The interior doesn’t look much different than it did back in 2003, with heavily lacquered tables and chairs, olive green and vibrant blood orange colored walls, and your typical Asian wall hangings and such. It’s a serene place to dine, especially these days when business is on the slow side. That’s a shame, because the food and service are great and the prices affordable.
A main attraction of Hong Kong Teahouse is their dim sum menu, which is available until 3 p.m. Dim sum plates range from $3.95 to $6.00 and run the gamut from steamed chicken feet and Shanghai dumplings to salt & pepper calamari, pan-fried turnip cakes, steamed beef tripe, eggplant stuffed with shrimp paste, and many more. During dinner service some of the dim sum items are available from the appetizer portion of the menu. For example, we shared the Steamed Dim Sum Platter ($10.99) consisting of eight steamed dumplings: shrimp, pork, scallop, and crab – two of each. Amazingly, this platter has only gone up two dollars in price since I ordered it two decades ago; Hong Kong Teahouse has always been an excellent bang for the dining buck.

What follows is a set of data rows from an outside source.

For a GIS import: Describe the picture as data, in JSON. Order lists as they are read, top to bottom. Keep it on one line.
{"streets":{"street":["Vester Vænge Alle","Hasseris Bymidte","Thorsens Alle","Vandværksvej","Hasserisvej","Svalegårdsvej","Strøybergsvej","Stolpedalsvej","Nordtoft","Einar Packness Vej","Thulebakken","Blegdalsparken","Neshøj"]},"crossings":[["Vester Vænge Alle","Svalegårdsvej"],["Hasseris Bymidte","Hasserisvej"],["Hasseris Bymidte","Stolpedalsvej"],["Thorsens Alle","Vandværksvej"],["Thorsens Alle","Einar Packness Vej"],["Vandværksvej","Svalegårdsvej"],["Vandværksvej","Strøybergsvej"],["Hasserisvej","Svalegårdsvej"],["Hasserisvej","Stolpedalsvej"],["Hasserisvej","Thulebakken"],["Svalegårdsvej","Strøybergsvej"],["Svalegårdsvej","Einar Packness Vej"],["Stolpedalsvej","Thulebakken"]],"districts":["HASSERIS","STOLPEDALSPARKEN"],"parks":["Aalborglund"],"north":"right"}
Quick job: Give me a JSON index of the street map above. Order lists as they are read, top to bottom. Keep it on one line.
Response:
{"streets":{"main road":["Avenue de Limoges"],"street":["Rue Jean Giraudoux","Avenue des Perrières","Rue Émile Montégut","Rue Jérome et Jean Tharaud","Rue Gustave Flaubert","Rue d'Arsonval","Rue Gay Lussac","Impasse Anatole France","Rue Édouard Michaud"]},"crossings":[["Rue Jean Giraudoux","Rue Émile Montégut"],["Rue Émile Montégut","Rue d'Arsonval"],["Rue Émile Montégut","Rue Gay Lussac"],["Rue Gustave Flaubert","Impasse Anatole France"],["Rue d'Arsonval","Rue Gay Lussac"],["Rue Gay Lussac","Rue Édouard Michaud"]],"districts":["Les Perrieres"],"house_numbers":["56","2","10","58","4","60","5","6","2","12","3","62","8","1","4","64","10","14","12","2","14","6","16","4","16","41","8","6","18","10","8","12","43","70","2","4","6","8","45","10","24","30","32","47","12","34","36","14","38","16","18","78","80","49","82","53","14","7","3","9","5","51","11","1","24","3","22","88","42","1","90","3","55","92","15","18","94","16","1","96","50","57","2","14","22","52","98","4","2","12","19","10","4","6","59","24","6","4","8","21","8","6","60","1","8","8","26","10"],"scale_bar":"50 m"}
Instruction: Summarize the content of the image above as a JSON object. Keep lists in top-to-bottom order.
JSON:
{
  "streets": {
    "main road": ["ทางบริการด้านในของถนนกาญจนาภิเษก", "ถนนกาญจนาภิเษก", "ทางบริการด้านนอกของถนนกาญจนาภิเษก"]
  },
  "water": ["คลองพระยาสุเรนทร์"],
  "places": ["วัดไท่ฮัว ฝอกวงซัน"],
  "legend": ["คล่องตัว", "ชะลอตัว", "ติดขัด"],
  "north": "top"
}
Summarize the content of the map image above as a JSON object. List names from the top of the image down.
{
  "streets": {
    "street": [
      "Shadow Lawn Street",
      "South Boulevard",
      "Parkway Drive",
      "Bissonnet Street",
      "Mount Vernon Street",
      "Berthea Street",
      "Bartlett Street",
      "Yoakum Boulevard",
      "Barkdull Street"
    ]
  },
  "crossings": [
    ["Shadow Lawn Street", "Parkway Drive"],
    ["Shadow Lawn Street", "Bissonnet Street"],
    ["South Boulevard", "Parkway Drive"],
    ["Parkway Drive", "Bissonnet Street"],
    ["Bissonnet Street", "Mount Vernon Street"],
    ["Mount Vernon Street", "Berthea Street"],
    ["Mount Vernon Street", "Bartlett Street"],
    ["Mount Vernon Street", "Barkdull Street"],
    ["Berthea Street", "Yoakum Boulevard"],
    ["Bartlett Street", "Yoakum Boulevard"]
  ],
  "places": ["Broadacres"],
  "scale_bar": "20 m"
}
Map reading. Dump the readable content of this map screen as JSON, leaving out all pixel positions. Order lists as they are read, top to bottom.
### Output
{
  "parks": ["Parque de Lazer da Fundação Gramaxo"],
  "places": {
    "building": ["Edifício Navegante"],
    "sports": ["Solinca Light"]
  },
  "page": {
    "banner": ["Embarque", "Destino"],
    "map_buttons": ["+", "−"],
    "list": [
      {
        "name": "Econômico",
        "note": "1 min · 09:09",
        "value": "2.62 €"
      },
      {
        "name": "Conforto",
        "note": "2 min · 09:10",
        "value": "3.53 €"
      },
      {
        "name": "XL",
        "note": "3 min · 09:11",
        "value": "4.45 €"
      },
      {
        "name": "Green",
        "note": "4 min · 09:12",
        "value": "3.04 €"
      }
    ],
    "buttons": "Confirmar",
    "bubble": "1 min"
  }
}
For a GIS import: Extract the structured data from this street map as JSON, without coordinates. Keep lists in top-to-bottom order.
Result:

Other dim sum-style appetizers include steamed buns ($4.99), pan-fried potstickers ($7.50), fried shrimp balls ($6.99), barbecued spareribs ($6.99), and something called Silver Wrapped Chicken ($4.99). Out of curiosity, we ordered the Silver Wrapped Chicken which turned out to be exactly that: boneless dark meat chicken cooked in foil. The chicken was good, but the glaze stuck like Super Glue to the tinfoil making it a nearly impossible challenge to separate and eat with chopsticks.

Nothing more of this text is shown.